Q: Our 10-month-old daughter doesn’t like to fall asleep in her crib; doesn’t fall asleep on her own; doesn’t sleep through the night and doesn’t like a bottle or a pacifier either, which means that my husband can’t help me when she wakes up. And she wakes up 3-6 times a night.
I nurse her each time, then lay her down in her crib but she often cries until I soothe her back to sleep or take her into my bed so I can sleep.
I don’t think my daughter really needs all these feedings at night however since she eats vegetables, fruit, cheese, meat or whole grains three times a day and she nurses when she wakes up in the morning, before her two naps and at bedtime.
I also try to make her naps — one in the morning and one in the afternoon — last 1-2½ hours, because I don’t want her to get too tired, and we give her a bath after dinner. We then put her in her pajamas, read some books to her and I nurse her until she is too drowsy to protest when I lay her down in her crib.
How do I teach my daughter to fall asleep on her own and in her crib? And how do I get her to stay asleep all night long?

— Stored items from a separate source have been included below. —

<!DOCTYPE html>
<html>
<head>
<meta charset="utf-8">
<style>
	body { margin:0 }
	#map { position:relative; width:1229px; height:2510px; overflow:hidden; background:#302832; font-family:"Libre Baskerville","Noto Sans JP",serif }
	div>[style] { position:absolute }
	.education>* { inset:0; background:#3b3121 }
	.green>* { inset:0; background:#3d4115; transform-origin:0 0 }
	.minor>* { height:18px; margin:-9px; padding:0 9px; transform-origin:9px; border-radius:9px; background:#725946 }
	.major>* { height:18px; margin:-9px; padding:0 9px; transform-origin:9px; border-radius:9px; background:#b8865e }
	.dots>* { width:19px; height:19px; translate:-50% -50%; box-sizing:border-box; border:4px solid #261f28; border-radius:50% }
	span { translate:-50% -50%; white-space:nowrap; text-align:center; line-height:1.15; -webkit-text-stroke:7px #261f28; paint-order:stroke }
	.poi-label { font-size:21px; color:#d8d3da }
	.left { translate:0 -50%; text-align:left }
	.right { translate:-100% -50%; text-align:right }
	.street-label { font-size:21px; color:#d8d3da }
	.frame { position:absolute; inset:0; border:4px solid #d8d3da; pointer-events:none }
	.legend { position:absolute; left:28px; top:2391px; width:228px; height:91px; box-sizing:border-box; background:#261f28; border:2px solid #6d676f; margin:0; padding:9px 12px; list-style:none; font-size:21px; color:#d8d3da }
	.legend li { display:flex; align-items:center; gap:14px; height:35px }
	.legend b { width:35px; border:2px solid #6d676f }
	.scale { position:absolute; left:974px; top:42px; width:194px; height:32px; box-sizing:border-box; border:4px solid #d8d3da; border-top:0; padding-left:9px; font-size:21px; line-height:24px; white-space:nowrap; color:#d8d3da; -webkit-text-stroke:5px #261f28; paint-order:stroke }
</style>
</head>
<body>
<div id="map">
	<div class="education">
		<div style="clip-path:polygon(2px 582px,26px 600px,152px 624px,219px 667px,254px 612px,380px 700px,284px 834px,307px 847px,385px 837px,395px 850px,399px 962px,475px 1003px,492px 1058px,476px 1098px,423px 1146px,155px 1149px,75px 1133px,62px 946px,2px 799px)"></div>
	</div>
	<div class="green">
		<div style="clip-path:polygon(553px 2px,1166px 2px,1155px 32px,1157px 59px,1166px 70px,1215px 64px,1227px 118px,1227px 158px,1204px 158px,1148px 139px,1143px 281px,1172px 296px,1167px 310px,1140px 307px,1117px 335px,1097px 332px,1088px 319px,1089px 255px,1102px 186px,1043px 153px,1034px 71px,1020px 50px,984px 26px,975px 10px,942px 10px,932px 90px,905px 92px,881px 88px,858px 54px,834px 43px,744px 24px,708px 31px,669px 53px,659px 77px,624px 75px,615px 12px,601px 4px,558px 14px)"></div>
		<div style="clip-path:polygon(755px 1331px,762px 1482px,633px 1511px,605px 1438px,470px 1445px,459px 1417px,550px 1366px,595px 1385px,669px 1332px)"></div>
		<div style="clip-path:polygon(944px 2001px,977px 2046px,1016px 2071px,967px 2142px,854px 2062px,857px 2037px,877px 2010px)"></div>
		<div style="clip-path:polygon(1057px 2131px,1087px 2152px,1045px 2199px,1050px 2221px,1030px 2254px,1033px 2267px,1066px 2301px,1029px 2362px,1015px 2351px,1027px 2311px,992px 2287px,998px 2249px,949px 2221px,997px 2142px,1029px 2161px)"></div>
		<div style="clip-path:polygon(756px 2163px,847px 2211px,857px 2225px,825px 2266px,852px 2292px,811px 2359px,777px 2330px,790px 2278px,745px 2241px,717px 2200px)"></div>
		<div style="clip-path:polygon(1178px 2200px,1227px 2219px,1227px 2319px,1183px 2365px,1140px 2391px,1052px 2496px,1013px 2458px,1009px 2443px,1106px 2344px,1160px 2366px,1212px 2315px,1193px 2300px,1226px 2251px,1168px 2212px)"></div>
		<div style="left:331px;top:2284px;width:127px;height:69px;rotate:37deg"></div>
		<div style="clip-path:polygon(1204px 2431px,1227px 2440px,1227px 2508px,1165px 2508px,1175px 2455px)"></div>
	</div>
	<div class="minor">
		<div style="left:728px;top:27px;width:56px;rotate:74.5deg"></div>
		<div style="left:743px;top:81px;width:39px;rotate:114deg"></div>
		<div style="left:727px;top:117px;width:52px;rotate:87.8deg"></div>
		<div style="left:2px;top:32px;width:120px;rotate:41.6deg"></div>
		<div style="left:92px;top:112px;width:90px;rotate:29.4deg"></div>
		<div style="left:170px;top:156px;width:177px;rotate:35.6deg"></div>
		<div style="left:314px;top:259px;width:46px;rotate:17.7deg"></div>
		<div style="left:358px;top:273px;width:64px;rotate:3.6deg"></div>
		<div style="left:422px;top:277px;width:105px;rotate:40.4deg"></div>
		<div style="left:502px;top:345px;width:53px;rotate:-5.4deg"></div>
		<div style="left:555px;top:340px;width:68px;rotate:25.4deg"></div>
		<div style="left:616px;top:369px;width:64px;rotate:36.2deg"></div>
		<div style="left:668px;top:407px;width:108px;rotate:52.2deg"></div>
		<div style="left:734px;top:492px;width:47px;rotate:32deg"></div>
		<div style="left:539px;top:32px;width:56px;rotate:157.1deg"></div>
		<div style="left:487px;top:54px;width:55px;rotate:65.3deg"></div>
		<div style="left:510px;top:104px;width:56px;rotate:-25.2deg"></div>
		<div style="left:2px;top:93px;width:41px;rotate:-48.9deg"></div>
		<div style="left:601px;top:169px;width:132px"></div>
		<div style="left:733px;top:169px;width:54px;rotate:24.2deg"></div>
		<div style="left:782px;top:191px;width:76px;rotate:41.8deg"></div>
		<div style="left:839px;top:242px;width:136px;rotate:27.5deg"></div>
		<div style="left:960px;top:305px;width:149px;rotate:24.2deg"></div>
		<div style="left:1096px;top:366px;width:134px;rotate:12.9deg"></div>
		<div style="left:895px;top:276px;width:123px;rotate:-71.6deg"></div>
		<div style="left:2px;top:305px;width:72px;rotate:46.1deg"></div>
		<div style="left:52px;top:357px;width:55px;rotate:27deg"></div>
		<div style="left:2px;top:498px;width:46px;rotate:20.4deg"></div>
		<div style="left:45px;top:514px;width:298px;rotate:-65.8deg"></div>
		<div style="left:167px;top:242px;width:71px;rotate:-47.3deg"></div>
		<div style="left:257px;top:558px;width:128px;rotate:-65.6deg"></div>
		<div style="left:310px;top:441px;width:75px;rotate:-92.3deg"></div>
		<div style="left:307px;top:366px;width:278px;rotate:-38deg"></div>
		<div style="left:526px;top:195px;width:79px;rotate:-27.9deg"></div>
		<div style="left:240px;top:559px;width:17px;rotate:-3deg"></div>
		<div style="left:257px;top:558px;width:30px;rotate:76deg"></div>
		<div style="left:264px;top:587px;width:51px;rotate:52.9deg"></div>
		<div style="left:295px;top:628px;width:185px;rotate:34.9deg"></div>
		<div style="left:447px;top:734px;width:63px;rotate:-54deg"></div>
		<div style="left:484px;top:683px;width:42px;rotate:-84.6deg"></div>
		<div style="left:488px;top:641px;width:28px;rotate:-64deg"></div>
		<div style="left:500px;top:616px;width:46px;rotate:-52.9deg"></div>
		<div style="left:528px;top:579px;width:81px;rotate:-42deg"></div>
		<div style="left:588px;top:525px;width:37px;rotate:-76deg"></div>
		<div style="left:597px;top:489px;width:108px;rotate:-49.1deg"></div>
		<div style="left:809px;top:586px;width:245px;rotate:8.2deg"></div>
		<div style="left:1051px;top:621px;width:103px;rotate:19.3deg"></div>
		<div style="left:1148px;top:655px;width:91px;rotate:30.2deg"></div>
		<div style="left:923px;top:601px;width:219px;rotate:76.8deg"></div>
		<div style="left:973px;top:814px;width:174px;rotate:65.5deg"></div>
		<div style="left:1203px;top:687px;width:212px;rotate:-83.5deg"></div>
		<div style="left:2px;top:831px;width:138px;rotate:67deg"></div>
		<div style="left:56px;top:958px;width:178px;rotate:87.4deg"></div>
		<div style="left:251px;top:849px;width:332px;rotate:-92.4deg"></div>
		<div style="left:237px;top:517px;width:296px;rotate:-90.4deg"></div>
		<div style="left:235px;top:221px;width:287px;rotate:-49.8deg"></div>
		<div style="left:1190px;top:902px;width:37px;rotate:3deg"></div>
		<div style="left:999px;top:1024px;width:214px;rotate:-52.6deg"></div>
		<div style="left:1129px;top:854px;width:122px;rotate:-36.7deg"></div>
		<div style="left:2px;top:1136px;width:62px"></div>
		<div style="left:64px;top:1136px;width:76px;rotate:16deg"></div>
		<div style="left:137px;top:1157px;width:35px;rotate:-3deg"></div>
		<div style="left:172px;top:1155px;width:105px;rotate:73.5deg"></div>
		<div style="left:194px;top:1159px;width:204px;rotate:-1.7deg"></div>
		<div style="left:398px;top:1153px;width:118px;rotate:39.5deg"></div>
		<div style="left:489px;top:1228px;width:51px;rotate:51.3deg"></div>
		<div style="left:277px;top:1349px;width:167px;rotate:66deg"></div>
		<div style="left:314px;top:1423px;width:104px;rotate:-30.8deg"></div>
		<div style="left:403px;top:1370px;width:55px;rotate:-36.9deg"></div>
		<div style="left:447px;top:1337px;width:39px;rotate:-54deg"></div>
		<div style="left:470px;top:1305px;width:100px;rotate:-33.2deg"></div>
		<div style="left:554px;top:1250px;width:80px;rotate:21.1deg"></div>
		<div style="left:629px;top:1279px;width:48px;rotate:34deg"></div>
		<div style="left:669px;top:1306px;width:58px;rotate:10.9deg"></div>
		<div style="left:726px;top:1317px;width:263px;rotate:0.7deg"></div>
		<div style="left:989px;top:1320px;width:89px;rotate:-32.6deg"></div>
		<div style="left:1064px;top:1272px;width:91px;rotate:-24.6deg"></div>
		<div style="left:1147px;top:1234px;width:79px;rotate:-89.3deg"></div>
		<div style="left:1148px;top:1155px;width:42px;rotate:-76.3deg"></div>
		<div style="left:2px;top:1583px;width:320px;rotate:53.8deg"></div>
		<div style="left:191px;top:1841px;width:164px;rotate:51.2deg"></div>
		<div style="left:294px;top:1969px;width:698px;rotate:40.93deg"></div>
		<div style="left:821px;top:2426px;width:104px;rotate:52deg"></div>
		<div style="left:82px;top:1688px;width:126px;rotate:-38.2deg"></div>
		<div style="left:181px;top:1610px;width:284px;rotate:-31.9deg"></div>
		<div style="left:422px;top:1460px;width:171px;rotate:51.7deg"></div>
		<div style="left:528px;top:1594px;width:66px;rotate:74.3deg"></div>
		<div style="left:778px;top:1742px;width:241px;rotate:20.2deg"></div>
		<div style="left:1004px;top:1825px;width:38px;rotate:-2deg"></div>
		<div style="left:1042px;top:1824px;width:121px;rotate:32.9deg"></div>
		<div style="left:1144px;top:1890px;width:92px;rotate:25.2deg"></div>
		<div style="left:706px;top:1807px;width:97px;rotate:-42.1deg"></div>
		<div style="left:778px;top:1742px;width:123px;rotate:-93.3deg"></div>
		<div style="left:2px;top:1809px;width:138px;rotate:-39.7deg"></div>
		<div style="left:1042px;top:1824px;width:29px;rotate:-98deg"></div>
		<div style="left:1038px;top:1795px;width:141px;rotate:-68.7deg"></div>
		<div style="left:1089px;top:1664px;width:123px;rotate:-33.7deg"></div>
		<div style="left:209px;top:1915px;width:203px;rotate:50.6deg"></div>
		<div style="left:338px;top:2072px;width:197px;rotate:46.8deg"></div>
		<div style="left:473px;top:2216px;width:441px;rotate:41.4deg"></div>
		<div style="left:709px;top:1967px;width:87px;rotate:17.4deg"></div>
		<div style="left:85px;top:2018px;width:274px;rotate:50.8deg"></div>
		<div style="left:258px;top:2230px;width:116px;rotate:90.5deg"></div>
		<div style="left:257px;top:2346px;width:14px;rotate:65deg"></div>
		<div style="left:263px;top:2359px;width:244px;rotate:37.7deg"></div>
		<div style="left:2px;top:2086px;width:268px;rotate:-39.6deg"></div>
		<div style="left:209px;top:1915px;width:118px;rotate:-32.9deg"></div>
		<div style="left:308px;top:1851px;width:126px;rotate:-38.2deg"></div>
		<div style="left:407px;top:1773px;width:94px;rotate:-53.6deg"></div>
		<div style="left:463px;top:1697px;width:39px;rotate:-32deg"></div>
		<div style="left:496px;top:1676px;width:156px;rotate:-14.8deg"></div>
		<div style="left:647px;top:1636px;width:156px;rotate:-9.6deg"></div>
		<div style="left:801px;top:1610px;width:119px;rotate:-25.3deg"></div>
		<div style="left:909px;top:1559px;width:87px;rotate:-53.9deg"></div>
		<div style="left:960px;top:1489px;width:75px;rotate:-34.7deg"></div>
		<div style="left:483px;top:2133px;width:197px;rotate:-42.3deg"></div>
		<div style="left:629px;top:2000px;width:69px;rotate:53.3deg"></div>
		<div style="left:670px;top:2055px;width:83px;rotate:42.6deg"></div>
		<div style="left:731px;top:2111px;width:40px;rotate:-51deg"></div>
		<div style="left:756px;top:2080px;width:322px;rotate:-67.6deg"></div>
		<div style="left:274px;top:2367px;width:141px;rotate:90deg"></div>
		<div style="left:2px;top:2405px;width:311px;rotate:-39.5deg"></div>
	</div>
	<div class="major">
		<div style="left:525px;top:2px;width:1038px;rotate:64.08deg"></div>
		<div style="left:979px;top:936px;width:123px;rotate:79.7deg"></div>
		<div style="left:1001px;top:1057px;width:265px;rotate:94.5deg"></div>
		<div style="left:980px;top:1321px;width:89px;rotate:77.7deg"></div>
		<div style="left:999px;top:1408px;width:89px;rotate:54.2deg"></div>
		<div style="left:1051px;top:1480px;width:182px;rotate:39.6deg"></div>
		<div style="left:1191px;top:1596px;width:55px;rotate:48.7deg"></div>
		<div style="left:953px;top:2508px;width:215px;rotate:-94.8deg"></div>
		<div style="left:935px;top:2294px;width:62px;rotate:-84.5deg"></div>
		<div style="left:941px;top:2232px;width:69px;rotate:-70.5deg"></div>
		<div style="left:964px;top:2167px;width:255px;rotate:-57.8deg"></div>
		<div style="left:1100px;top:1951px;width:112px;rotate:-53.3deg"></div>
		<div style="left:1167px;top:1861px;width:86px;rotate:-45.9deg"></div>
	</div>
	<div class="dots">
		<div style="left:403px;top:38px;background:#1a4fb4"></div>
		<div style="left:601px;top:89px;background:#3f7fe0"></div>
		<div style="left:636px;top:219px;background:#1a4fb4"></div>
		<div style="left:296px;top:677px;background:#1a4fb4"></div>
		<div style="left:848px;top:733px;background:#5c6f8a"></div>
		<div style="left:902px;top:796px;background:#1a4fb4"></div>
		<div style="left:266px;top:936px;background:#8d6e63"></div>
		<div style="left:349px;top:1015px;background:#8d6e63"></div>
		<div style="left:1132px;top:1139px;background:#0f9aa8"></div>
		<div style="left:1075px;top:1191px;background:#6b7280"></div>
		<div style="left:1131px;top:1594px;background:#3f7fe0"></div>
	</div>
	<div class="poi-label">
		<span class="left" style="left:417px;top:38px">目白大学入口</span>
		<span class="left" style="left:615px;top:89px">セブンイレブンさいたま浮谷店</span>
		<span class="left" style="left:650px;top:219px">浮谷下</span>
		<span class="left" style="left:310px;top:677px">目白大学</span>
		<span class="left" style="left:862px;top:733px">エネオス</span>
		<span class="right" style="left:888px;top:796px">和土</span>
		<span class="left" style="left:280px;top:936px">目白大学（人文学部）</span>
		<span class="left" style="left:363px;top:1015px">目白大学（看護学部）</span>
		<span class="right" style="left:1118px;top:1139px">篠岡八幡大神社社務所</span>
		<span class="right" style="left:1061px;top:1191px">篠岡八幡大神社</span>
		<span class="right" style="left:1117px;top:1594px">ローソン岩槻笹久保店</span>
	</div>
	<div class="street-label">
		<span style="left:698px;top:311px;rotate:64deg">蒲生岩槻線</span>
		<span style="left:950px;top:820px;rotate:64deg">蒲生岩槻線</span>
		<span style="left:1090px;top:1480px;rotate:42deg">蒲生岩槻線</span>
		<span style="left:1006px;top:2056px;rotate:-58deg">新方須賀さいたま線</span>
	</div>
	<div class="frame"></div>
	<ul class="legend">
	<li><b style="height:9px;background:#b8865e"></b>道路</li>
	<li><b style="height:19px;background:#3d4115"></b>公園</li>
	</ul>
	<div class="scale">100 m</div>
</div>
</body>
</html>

A: Like all babies, your little girl thought that night was day and day was night from the minute she was born. And why not?
Every step you took, every stair you climbed, rocked her to sleep when she was in the womb but she woke up at night while you were still and sleeping and then she kicked your belly with abandon. Remember? She was climbing her own stairs.
Now she wants to be nursed and soothed while you sleep because she’s used to being awake at night; because she needs to suck more than most babies or because nursing at night is her new way to play. Whatever the cause, it’s a poor idea. It’s okay for a baby to be awake in the womb, even though you’re not, but it isn’t okay anymore. A child who feels well, weighs 12 or 13 pounds and is pleasantly tired can usually put herself asleep and stay asleep for about six hours, which is what most mothers mean when they say that their children “sleep through the night.”
To get a little closer to that goal, you might cut back on the time you let your daughter nap in the morning, since most babies are ready to give up this nap about now; keep her up a little later at night, so she will be even more tired at night, and let her crawl or toddle as much as possible during the day, because a tired baby sleeps better than a lively one.
It may sound heartless to make your little girl live by your schedule, rather than hers, but it’s actually kinder to call the shots than to let a child — even a teenager — think that she should call them for you. If you do that, your child will be scared and cranky, because she knows in her heart that she isn’t capable enough, knowledgeable enough or responsible enough to run the show.
You and your husband can probably train your daughter to fall asleep on her own — and to stay asleep — in about a week if your approach is kind and if you answer her cries in five minutes or less so she will continue to trust you. You’ll need to go to her quickly and quietly when she cries and say, “Now, now; we’re here” and lay her down but don’t talk much or play with her or even turn on the light because you want her to know that your new approach is non-negotiable. You then leave the room, even if you have to go back 10 times that night. This will teach her that you are always there for her but that she can’t order room service at 3 a.m.
You should be well-rested before you try this method, however, because it can be exhausting, especially for your husband who should answer most of her calls. If you go to her, she will smell mother’s milk and then she will be upset when you don’t let her nurse. Think how a kitty might act if you swung catnip under her nose and then whisked it away.